Dimanche 3 novembre 2019 - 31e Dimanche Année C

Cherchez la petite bête, vous la trouverez !

Sagesse 11,23 à 12,2 - Psaume 144,1-2.8-11.13-14 - 2 Thessaloniciens 1,11 à 2,2 - Luc 19,1-10
dimanche 3 novembre 2019.
 

Si vous voulez absolument critiquer quelqu’un ou quelque chose et que vous être prêt à y mettre un peu de mauvaise foi, vous y parviendrez sûrement, car rien ni personne n’est parfait en ce bas monde. Même Jésus qui était pourtant parfait s’est fait accuser de trop manger et boire ; en mauvaise compagnie, en plus ! C’est le cas ici avec Zachée. Car, pour lui, ce n’était pas la peine de chercher la petite bête : il était pire que critiquable, ce « chef des collecteurs d’impôts » comme dit la traduction liturgique. En grec, le mot est « archi-publicain », autrement dit « archi-pécheur » : Zachée est « le pécheur par excellence », si l’on ose l’oxymore !

Ne nous y trompons pas : nous l’imaginons comme un aimable sire, ce grimpeur au sycomore, mais il n’était sûrement pas sympathique à ses contemporains, l’homme enrichi par l’exploitation de ces concitoyens pour le compte de l’occupant Romain. Et ce n’était certes pas un personnage de peu d’importance, ce riche détenteur d’un pouvoir considérable, car il décidait à sa guise de l’impôt dû par chacun.

Mais, poussé par le désir de voir qui était Jésus - notez bien ce voir « qui » : ce n’est pas une curiosité de badaud avide de profiter du spectacle, mais l’aspiration d’une âme qui s’interroge sur l’identité de cet homme sans pareil - poussé, donc, par ce désir, il assume sa faiblesse, sa petitesse, osant prendre le risque de passer pour ridicule. Ce qui ne manquera pas d’arriver, même si c’est en coulisses que les gens riront, par peur des représailles.

En grimpant à l’arbre, il « descend » donc de sa position éminente de notable. Et pourtant Jésus l’invite à descendre encore pour le rejoindre ! Là justement se révèle qui est celui qui l’appelle : c’est Dieu partant à la recherche de sa petite brebis perdue, si profond qu’il faille s’aventurer pour la trouver. Notez que nous sommes à Jéricho, au lieu le plus déprimé du monde, à 400 mètres au-dessous du niveau de la mer : Jésus est bien descendu plus bas que terre, jusqu’aux « enfers », pour rejoindre ceux qui étaient perdus à cause de leurs péchés. Encore une fois, nous nous plaisons à imaginer la pécore errante comme une charmante agnelle, ou le « bon larron » en brave camarade, alors qu’il s’agissait sans doute d’une brute avide, ce que lui-même avoue d’ailleurs sur la croix.

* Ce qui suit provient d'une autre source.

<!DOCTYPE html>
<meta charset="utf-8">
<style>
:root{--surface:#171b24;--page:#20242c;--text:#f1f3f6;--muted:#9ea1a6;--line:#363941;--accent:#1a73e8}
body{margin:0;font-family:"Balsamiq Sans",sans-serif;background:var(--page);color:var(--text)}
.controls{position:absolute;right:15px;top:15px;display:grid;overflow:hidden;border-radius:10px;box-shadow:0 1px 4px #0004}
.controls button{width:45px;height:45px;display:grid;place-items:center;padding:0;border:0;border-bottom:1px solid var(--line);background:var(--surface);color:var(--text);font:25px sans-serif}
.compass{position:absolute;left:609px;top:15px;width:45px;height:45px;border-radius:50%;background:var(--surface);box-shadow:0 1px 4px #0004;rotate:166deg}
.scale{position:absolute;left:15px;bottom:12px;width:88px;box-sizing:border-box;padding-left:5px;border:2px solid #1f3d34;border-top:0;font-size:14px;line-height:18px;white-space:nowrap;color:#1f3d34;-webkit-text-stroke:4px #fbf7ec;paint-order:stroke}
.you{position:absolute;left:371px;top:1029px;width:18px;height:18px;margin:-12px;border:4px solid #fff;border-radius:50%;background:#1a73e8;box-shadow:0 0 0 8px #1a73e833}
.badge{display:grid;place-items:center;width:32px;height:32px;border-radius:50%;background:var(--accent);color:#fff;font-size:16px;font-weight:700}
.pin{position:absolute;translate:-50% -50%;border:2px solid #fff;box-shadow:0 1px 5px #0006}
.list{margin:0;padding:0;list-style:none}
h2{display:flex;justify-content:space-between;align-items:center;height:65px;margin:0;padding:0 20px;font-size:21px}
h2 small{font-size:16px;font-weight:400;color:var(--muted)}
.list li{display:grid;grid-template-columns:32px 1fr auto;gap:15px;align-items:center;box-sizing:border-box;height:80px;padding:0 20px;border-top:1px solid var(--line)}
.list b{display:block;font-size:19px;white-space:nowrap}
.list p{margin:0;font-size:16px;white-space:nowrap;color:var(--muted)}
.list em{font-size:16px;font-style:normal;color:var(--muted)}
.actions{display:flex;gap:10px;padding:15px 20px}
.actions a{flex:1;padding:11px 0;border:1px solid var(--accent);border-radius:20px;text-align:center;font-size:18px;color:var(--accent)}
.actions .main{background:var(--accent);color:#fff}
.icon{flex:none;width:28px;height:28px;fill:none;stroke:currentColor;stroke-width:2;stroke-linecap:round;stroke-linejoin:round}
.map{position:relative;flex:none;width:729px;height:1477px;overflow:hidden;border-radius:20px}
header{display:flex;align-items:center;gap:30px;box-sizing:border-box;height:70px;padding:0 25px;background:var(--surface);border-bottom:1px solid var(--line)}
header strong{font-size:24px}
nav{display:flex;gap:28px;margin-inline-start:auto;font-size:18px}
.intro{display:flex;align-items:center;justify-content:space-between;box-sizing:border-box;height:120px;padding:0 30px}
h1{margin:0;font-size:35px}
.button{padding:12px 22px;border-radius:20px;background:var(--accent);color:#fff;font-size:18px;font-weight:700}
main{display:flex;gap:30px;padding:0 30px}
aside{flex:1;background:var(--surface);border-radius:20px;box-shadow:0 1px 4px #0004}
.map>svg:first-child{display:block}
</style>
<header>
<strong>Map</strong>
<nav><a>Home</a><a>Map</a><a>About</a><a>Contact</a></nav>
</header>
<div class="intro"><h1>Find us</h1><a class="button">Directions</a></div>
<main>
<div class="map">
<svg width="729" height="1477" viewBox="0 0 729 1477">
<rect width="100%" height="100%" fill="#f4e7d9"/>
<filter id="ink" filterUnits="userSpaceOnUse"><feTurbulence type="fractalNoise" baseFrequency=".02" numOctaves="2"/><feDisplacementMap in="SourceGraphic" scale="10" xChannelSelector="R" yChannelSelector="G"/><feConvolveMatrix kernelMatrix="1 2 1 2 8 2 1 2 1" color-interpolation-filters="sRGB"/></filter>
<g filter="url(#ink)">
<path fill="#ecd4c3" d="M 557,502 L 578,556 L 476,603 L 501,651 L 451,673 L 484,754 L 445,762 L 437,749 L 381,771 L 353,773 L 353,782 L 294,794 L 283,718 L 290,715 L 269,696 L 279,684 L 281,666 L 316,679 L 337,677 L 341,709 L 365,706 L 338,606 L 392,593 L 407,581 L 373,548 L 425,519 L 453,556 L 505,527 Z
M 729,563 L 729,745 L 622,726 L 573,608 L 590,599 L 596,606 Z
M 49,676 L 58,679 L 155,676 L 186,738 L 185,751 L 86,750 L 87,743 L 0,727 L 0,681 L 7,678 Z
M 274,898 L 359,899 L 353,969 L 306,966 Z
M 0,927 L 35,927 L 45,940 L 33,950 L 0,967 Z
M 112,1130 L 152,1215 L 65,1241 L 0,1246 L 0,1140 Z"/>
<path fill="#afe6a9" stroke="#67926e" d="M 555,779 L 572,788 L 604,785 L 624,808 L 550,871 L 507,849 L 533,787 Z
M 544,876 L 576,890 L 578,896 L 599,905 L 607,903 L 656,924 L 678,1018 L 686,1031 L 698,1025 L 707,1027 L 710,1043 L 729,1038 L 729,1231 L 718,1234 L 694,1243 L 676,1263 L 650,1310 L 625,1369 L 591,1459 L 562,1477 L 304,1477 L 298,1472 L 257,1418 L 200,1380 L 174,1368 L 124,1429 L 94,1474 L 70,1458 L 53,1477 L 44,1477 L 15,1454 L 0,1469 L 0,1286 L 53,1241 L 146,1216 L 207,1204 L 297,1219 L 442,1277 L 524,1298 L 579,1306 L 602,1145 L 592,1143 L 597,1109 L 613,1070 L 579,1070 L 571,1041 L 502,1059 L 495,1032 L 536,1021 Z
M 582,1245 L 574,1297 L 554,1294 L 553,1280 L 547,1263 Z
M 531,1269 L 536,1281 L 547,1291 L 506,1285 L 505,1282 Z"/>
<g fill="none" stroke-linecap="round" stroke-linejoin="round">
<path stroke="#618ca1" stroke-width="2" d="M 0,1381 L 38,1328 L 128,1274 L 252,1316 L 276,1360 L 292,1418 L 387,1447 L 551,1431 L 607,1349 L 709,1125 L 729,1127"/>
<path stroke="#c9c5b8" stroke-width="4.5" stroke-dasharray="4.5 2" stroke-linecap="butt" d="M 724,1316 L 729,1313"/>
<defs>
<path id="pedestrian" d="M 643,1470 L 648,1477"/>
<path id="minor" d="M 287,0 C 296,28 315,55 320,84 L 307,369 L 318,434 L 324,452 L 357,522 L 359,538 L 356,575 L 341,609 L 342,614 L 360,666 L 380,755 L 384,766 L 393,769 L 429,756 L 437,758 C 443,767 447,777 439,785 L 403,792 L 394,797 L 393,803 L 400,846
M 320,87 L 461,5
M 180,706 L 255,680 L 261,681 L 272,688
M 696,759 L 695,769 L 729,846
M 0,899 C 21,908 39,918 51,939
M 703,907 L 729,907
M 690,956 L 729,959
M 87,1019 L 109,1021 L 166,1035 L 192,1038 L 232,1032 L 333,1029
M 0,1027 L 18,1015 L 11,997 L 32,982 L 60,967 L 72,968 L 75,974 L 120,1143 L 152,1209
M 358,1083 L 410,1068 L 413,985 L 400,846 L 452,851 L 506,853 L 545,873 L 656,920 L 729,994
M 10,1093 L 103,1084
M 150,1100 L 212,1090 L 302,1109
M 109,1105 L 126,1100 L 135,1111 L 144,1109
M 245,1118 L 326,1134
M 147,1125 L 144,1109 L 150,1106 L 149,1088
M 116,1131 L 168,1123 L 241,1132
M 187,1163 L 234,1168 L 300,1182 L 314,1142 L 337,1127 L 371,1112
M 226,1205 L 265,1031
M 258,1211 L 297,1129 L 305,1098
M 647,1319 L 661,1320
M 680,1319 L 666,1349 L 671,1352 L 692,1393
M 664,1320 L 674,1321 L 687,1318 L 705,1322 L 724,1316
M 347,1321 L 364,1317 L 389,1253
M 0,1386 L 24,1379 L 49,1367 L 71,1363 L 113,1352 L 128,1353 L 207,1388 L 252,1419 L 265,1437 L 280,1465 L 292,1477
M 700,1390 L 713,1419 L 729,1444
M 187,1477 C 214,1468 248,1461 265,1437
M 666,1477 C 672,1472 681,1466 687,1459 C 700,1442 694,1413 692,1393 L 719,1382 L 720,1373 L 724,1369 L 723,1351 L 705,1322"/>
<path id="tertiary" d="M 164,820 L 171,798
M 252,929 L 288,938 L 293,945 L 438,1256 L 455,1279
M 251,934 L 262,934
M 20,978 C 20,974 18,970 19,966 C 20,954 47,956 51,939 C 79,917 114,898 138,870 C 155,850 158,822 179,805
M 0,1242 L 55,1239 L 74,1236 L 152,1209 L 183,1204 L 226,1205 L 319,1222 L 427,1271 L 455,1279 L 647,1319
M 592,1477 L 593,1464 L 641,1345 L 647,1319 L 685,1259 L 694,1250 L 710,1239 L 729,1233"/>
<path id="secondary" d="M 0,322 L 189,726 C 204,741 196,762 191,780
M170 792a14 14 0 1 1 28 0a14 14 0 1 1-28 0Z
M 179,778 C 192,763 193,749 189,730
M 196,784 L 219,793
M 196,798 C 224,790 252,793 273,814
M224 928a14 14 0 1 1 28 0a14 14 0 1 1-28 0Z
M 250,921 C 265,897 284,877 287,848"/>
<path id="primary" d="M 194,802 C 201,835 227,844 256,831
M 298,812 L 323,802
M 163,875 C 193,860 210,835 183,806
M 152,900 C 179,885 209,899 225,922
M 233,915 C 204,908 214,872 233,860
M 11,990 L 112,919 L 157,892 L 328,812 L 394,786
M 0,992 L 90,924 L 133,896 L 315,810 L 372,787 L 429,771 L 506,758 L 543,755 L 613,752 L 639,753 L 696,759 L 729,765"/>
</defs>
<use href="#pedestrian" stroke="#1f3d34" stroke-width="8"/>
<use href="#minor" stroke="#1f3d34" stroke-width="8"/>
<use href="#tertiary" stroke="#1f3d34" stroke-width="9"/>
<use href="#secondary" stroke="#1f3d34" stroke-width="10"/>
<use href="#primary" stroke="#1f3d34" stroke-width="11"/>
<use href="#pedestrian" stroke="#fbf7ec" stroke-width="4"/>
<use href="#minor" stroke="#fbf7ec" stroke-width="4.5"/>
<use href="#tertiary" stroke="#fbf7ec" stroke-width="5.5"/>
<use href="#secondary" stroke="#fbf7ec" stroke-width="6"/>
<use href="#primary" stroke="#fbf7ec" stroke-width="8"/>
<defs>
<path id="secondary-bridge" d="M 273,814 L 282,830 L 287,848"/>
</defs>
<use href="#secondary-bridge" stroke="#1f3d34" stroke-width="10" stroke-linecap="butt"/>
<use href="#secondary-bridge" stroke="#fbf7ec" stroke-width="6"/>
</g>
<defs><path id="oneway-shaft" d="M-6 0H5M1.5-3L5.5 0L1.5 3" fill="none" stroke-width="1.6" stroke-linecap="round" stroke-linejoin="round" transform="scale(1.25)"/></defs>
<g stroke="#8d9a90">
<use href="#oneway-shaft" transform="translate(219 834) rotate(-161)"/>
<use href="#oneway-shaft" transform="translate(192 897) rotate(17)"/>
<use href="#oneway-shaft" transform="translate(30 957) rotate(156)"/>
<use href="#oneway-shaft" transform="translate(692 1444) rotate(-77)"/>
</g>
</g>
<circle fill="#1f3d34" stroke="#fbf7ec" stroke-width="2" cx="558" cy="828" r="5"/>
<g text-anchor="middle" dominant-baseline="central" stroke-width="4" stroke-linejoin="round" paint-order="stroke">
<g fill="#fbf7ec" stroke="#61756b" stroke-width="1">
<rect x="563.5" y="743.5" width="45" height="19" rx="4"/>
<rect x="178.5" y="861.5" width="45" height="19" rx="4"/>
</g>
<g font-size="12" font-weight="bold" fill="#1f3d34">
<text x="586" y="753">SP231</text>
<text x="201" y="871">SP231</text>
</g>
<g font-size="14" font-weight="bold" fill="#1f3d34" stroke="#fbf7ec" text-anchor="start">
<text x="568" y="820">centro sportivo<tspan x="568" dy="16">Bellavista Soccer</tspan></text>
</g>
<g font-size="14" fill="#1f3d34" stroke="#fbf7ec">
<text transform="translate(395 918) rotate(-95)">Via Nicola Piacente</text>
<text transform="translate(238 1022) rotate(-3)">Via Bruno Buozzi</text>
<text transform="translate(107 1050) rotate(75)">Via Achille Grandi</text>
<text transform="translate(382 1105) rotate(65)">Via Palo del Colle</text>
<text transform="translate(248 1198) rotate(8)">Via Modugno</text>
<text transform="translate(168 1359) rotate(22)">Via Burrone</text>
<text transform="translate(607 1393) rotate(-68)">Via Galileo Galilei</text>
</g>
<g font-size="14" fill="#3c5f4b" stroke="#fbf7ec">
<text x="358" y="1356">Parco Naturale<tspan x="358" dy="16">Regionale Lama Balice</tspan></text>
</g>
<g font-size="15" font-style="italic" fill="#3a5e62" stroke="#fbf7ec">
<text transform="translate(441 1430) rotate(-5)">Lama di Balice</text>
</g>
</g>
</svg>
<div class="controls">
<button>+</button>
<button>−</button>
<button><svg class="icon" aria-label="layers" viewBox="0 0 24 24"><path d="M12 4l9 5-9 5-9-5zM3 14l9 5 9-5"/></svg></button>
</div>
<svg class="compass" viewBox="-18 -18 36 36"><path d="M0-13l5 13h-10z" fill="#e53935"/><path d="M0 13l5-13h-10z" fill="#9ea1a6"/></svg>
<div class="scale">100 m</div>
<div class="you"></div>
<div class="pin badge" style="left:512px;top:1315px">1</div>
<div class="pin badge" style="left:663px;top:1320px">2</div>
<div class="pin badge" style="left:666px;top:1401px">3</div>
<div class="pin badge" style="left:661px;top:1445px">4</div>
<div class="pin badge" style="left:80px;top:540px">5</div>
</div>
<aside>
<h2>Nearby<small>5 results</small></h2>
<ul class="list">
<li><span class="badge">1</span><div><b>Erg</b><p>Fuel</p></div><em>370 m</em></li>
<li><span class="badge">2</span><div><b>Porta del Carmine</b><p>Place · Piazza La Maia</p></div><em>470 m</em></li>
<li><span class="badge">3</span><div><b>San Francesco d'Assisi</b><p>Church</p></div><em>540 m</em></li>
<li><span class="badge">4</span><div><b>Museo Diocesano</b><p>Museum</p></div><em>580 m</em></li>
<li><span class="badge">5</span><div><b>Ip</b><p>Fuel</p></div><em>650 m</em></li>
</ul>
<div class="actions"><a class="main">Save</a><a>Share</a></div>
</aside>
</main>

Une fois converti, Zachée ne quitte pas sa condition sociale et professionnelle puisqu’il entreprend de réparer ses torts au quadruple. Notez qu’il sait toujours compter, le bon percepteur ! Mais sa découverte du divin Maître change définitivement son cœur. C’est ce que suggère le nom même de Zachée qui signifie « pur, innocent » : Dieu « ferme les yeux sur nos péchés », comme dit l’auteur du livre de la Sagesse, en sorte qu’il voit déjà le malfaiteur tel qu’il sera quand il aura accueilli le salut : saint de la sainteté même de l’Esprit donné par la grâce du Fils.

À nous aussi, il est offert de suivre ce chemin de vie dans l’état où nous sommes, pourvu que nous ne nous bercions plus d’illusions sur ce qui fait notre puissance et notre importance aux yeux des hommes. Car nous pouvons chercher à nous grandir, nous y arriverons peut-être. Et ce ne sera pas forcément une mauvaise chose, pourvu que nous nous efforcions de servir les autres plutôt que de nous en servir. Mais les exploits et les succès ne nous seront d’aucun secours pour atteindre le seul but qui vaille toute peine : « que le nom de notre Seigneur Jésus soit glorifié en nous, et nous en lui ». Car l’égalité fondamentale entre les hommes, qu’ils soient célèbres ou inconnus, vertueux ou criminels, c’est qu’ils ont tous absolument le même besoin du salut obtenu par le seul Jésus Christ.

Descendons donc au plus bas de notre toute petitesse pour rencontrer en ce point extrême le Saint venu à notre rencontre. Ainsi nous laisserons Dieu nous trouver, lui qui nous a cherchés depuis toujours du plus grand amour en son Fils donné pour nous sauver, et notre joie sera déjà grande en vue du jour du Seigneur qui vient.